Rubrica "A vida como ela é", de Margarida Rebelo Pinto.

Um dos cinco livros que figura nas listas dos mais vendidos no Mundo é também um dos cinco que eu levaria para uma ilha deserta. Refiro-me à obra “O Principezinho”, de Antoine de Saint-Exupéry, que narra as aventuras de um rapazinho solitário por galáxias inventadas, espelho da solidão intrínseca do autor. É complicado explicar o quão importante é a solidão para qualquer mente criativa. Sem ela, nenhum escritor consegue trabalhar. Precisamos tanto desta entidade misteriosa quanto do ar que respiramos, mesmo que o trabalho continuado ganhe peso ao longo dos anos por via da mesma. Tratamos o silêncio por tu e quando estamos demasiado tempo longe da mesa de trabalho, sentimos tristeza, ansiedade e angústia, como se o nosso propósito de vida se esvaziasse. A pior coisa que pode acontecer a um escritor é perder a vontade de escrever.
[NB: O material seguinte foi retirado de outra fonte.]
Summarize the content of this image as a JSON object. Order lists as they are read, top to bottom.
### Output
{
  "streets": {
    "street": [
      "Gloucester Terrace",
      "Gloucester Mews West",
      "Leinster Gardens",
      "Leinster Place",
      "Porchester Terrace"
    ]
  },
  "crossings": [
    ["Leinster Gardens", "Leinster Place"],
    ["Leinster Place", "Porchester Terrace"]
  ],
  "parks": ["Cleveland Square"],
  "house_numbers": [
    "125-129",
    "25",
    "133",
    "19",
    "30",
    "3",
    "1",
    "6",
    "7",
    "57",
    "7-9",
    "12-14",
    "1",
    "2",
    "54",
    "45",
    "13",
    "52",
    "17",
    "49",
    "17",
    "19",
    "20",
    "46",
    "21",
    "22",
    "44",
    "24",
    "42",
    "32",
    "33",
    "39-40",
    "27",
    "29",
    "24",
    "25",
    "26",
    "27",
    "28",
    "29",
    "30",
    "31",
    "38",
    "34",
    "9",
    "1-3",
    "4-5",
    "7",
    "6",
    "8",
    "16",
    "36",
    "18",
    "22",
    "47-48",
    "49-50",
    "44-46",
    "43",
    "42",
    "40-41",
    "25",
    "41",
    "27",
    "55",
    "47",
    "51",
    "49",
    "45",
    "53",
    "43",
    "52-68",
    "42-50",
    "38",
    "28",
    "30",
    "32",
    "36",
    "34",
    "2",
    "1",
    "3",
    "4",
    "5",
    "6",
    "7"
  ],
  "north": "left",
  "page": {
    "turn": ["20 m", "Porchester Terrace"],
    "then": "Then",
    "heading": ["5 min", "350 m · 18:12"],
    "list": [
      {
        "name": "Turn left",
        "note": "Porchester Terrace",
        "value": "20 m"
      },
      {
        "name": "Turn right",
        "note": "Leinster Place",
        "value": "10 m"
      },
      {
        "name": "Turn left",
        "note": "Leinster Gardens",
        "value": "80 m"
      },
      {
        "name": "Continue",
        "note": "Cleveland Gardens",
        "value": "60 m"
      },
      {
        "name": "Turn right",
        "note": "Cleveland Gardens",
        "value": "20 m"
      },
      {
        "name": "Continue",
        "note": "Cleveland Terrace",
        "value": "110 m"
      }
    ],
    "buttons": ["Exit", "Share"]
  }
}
Mas a existência tem o hábito providencial de entregar de bandeja material em forma de sonho e de sofrimento, matérias-primas que ele transfigura para o papel. Para ser escritor, é necessário conviver com a ilusão e a espera e ter coragem para abraçar a ausência, a desilusão, a tristeza e o luto dos sonhos perdidos. O escritor usa todos estes ingredientes para personagens e cenários que, sendo ficção, têm origem em experiências reais.
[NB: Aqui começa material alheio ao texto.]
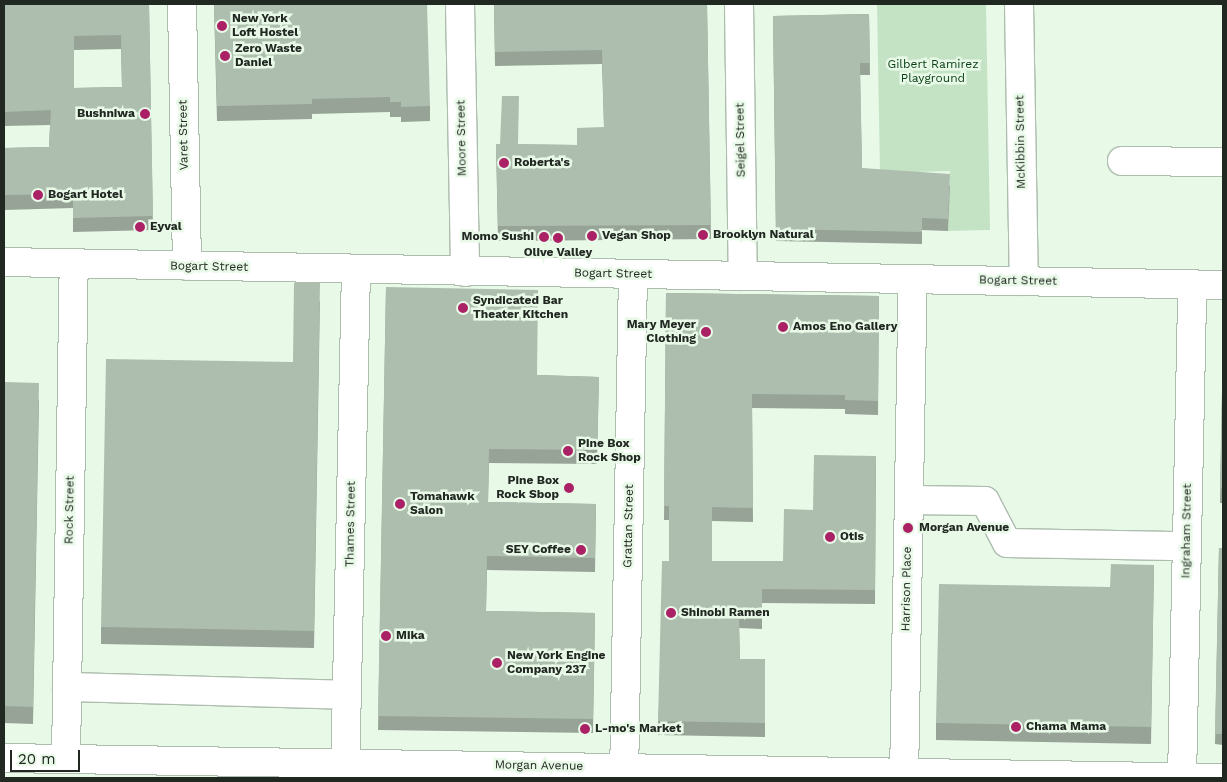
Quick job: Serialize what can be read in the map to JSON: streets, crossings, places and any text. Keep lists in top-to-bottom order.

A caprichosa e frágil flor que o Principezinho tenta perceber e cuidar com amor e carinho pode muito bem ser Consuelo Suncin Sandoval, o grande amor da vida de Saint-Exupéry, com quem casou aos 30 anos. Foi ao seu lado, em Nova Iorque, em 1942, que escreveu a obra-prima que o consagrou. A deambulação do Principezinho pelo éter com o desejo de voltar a casa terá sido um bálsamo para o escritor ao ver a sua França ocupada pela Alemanha durante a Segunda Guerra Mundial. Um ano antes de o conflito terminar, o avião que pilotava desapareceu durante uma missão de reconhecimento ao largo da costa de Marselha. Os restos do aparelho foram recuperados 60 anos depois. Tal como o Principezinho na história, o seu corpo nunca foi encontrado. A realidade imitou a ficção e Saint-Exupéry, como era tratado pelos amigos, não viveu para ver a Europa livre do jugo nazi. Viajante infatigável e eterno aventureiro, o escritor e a personagem acabam fundidas no tempo.

Entre todas, a minha preferida é a raposa, pela sua inteligência, sabedoria e generosidade. Em oposição à rosa mimada, representa o amor altruísta: tornamo-nos eternamente responsáveis por aqueles que cativamos. O verbo da versão original, apprivoiser, não resulta tão belo em português se obedecermos ao critério da literalidade: domar. Por isso, prefiro a tradução livre, que me soa mais verdadeira. A raposa sentia pelo seu amigo uma profunda e incondicional amizade, que é uma forma de amor maior.

O Mundo precisa de mais raposas e os livros eternos constituem um dos mais raros e belos legados da Humanidade. Cabe-nos a todos preservá-los para todos os futuros possíveis que se redesenham a cada instante.